The identification of a logical segment in a media content may be the starting and ending time, the starting time and the duration, etc.
If segment information is not available for a media content segment, the processor 165 should automatically identifying segments according to principles stated previously.
The meaning of the term “playing back” is conventional for the processor 165 of the user device 160-1. The term as applied to the server 105 is used herein to mean streaming or broadcasting.
At step 220, the processor 165 is operative or configured to determine if a first source media content segment, which is one of the first media content segment and a segment similar to the first media content segment, exists in a transition history, the transition history including transitions from at least one source media content segment to at least one destination media content segment.
In one embodiment, the processor 165 should determine if the first source media content segment that is the first media content segment exists in the transition history, and only if it does not, the processor 165 then determines if the first source media content segment is a media segment similar to the first media content segment exists in the transition history.
Conventional methods can be used to establish similarity. For example, if the major scene of the first media content segment and the major scene of a source media content segment in the transition history has a similar structure, they may be considered similar. In this method, if the major scene of the first media content segment includes a ball and the source media content segment includes a ball or a globe, they are structurally similar because they both have a similar geometric feature, in this case, they are primarily circular. In another example, if both segments include the same semantic content, e.g., presence of a dog, the two are considered similar. In some embodiments, the presence/absence of other specific aesthetic elements like repetitive patterns, textures, etc., can also be considered for aesthetic similarity.

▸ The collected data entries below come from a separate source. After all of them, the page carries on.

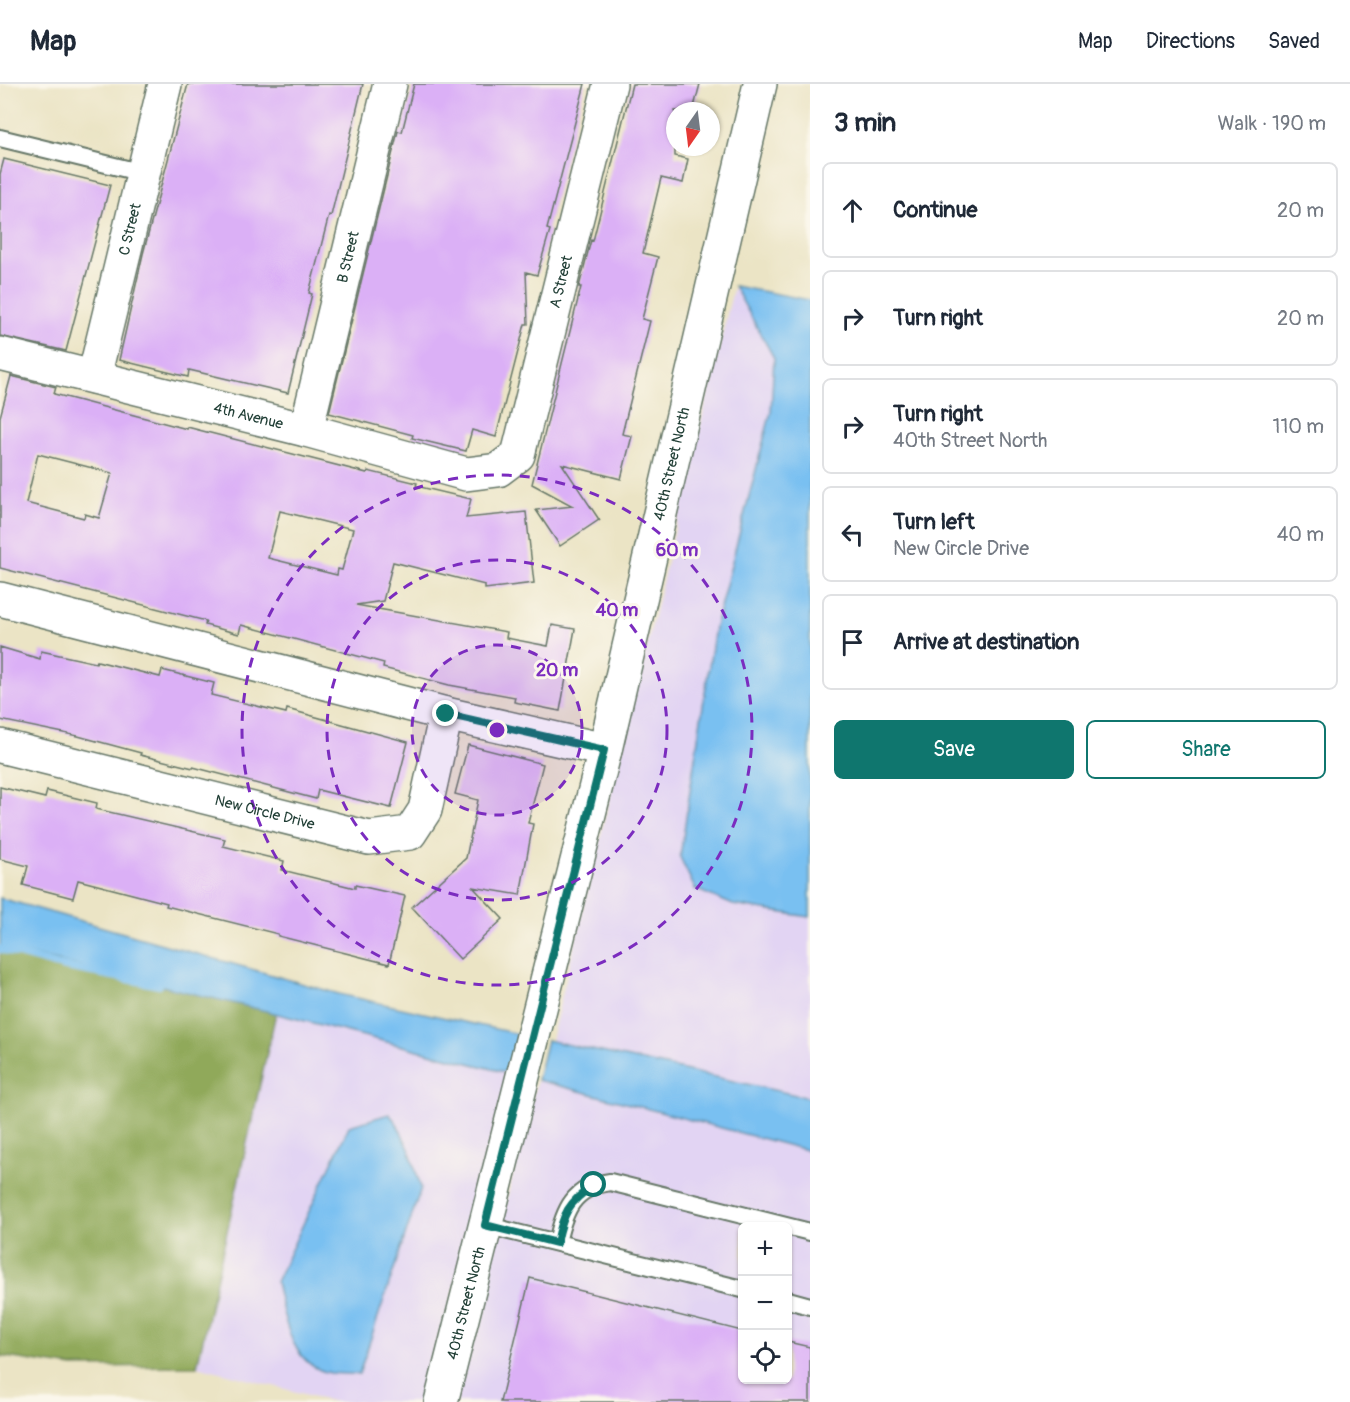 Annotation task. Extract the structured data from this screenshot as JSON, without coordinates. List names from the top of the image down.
{
  "streets": {
    "street": [
      "C Street",
      "B Street",
      "A Street",
      "4th Avenue",
      "40th Street North",
      "New Circle Drive"
    ]
  },
  "crossings": [
    ["C Street", "4th Avenue"],
    ["B Street", "4th Avenue"],
    ["A Street", "4th Avenue"]
  ],
  "north": "bottom",
  "page": {
    "header": "Map",
    "nav": ["Map", "Directions", "Saved"],
    "heading": ["3 min", "Walk · 190 m"],
    "list": [
      ["Continue", "20 m"],
      ["Turn right", "20 m"],
      ["Turn right", "40th Street North", "110 m"],
      ["Turn left", "New Circle Drive", "40 m"],
      "Arrive at destination"
    ],
    "buttons": ["Save", "Share"],
    "map_buttons": ["+", "−"]
  },
  "rings": ["60 m", "40 m", "20 m"]
}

Referring to transition history 310 made by user A, it is clear that user A makes a transition from segment 1 of Video 1 to segment 3 of Video 1 during the playback. User A does not interrupt the playback of segment 3 of Video 1 and the playback continues into segment 4 of Video 1, where user A transitions the playback to segment 2 of Video 2. Since user A does not make a transition at segment 3 of Video 1 to segment 2 of Video 2, it indicates that user A likes both segments 3 and 4 of Video 1. As such, in one embodiment, it can be interpreted that user A may make a transition from segment 1 of Video 1 to segment 3 of Video 1 or directly to segment 4 of Video 1.
User A also does not make a transition to segment 4 of Video 2 at segment 2 of Video 2. Rather, user A makes the transition until the playback of segment 3 of Video 2. As such, in one embodiment, it can be interpreted that user A may make a transition from segment 4 of Video 1 to segment 2 of Video 2 or directly to segment 3 of Video 2. Similarly, after making a transition from segment 3 of Video 2 to segment 4 of Video 2, user A does not make a transition to segment 2 of Video 3 until segment 5 of Video 2. As such, in one embodiment, it can be interpreted that user A may make a transition from segment 3 of Video 2 to segment 4 of Video 2 or directly to segment 5 of Video 2.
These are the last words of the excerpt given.